Morning Report Questions

Q: What are the principles of management of peripartum cardiomyopathy?

A: As with other cardiomyopathies, management of peripartum cardiomyopathy should focus on reducing preload and afterload and interrupting the maladaptive neurohormonal response to systolic heart failure. Diuretic agents and itrates are the treatments of choice for volume overload, although caution is required with the use of these agents before delivery. Angiotensin-converting-enzyme inhibitors and angiotensin II-receptor blockers could be administered but would be contraindicated if the patient were still pregnant.
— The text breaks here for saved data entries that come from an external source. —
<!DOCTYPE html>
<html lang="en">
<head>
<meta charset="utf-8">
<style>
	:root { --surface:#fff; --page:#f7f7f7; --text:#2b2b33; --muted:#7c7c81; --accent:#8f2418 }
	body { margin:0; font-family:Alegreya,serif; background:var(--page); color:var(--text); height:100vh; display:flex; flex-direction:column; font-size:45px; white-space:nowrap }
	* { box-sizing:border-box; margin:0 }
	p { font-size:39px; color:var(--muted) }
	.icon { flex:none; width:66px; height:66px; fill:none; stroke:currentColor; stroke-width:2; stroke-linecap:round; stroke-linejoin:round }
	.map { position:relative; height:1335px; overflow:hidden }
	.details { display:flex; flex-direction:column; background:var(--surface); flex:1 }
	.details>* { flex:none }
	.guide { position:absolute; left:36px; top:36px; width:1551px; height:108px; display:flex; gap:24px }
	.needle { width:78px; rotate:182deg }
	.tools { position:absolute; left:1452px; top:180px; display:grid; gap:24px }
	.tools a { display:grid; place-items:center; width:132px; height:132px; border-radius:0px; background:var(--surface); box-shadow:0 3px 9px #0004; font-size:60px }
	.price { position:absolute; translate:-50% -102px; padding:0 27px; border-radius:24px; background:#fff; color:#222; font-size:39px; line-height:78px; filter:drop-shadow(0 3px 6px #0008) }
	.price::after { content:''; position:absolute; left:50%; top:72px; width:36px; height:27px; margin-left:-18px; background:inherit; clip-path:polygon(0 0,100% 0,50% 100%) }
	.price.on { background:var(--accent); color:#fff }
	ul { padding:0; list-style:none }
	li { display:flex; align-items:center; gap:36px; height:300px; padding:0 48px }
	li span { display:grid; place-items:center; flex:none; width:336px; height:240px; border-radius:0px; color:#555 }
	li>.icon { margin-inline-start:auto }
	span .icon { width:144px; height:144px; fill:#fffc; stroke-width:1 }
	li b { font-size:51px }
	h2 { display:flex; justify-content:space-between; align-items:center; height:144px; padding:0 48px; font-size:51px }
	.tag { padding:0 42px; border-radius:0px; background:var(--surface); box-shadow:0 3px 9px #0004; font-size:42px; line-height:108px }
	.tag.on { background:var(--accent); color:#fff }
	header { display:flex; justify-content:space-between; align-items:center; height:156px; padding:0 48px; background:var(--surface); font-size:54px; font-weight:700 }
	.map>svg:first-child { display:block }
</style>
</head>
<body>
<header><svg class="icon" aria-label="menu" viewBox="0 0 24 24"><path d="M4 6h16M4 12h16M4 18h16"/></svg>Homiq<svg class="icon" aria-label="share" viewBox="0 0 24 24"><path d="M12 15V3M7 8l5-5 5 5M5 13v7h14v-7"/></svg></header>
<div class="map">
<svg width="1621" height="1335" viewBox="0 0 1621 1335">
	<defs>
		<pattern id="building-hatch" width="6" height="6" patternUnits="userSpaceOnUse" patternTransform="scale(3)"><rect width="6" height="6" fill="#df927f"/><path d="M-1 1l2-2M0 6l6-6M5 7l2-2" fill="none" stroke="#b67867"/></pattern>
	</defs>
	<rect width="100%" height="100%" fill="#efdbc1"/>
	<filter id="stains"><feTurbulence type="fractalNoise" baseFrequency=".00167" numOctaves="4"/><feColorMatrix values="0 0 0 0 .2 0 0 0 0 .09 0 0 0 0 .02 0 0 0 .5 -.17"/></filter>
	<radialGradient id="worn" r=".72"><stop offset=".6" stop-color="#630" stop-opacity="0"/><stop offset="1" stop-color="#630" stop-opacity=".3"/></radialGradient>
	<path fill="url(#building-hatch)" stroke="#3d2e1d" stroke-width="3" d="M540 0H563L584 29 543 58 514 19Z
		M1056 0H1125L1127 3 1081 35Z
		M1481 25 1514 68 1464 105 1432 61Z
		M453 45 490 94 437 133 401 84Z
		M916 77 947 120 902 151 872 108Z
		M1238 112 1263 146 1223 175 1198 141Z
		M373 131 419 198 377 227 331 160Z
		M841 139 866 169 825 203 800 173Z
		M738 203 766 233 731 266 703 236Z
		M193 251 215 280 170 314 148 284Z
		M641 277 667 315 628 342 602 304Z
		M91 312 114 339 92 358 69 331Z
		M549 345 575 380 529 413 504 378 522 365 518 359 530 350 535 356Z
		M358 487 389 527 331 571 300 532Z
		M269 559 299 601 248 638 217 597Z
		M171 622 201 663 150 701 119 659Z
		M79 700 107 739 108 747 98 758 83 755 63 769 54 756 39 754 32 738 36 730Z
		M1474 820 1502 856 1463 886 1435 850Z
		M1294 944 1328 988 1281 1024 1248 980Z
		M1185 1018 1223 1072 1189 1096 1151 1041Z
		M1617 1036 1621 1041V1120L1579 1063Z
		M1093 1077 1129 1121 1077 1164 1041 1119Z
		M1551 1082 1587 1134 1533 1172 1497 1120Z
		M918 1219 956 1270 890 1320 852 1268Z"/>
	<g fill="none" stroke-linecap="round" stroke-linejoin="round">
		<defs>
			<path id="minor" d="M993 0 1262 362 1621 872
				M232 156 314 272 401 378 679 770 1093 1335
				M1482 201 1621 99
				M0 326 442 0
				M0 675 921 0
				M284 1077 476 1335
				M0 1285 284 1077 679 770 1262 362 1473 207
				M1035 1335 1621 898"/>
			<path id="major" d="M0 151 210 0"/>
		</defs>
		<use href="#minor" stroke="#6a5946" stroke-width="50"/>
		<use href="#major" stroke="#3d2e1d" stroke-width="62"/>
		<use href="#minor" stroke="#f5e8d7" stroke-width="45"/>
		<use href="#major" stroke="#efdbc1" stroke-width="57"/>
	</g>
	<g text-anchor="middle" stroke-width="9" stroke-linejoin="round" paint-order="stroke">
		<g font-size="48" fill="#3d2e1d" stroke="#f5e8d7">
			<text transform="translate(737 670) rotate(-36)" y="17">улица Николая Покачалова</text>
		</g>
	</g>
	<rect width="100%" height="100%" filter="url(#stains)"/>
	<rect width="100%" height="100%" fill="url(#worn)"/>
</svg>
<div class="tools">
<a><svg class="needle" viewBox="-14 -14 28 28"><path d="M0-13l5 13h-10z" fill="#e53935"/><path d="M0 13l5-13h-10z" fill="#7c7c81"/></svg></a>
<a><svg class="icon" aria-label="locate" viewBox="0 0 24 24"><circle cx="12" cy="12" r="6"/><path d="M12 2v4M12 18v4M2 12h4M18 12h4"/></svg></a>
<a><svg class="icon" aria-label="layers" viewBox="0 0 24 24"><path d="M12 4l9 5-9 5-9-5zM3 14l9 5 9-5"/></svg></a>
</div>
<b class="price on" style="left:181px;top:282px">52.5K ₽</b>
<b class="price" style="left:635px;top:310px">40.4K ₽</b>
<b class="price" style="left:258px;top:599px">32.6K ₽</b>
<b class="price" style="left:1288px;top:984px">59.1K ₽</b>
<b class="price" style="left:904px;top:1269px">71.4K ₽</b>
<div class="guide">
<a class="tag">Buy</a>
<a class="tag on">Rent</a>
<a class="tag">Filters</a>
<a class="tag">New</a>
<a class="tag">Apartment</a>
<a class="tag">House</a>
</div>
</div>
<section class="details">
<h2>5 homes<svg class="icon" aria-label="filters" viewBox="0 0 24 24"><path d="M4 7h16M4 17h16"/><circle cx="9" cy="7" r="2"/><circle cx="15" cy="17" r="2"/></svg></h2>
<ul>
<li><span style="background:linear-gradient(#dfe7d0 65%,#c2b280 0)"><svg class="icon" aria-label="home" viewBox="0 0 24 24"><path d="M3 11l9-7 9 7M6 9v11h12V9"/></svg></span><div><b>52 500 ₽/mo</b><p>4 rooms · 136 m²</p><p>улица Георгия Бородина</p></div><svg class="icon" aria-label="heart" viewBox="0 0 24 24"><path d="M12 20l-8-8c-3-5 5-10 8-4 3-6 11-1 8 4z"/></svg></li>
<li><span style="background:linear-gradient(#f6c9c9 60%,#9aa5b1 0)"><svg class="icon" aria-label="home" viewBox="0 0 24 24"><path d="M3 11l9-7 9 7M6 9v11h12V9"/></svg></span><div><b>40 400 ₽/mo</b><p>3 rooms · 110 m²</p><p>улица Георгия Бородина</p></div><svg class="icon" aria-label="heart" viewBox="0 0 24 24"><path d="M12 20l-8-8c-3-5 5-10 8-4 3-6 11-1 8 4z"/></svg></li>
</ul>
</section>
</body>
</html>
In the setting of a low ejection fraction and in light of the hypercoagulability of the puerperium, anticoagulation may be advised for the prevention of systemic embolism. Implantation of an automatic implantable cardioverter-defibrillator, to prevent death from arrhythmia, is relatively contraindicated, because systolic function frequently recovers. If the patient were pregnant, neither premature discontinuation of pregnancy nor delivery by cesarean section would be indicated.

Q: What is the prognosis of peripartum cardiomyopathy?

A: As many as 50% of women with peripartum cardiomyopathy eventually recover cardiac function, but 25% have progression to advanced heart failure, which often leads to cardiac transplantation or death. A lower ejection fraction at presentation predicts a worse outcome and  delayed recovery. Peripartum cardiomyopathy usually recurs in subsequent pregnancies, so decisions about repeat pregnancies need to be considered on an individual basis.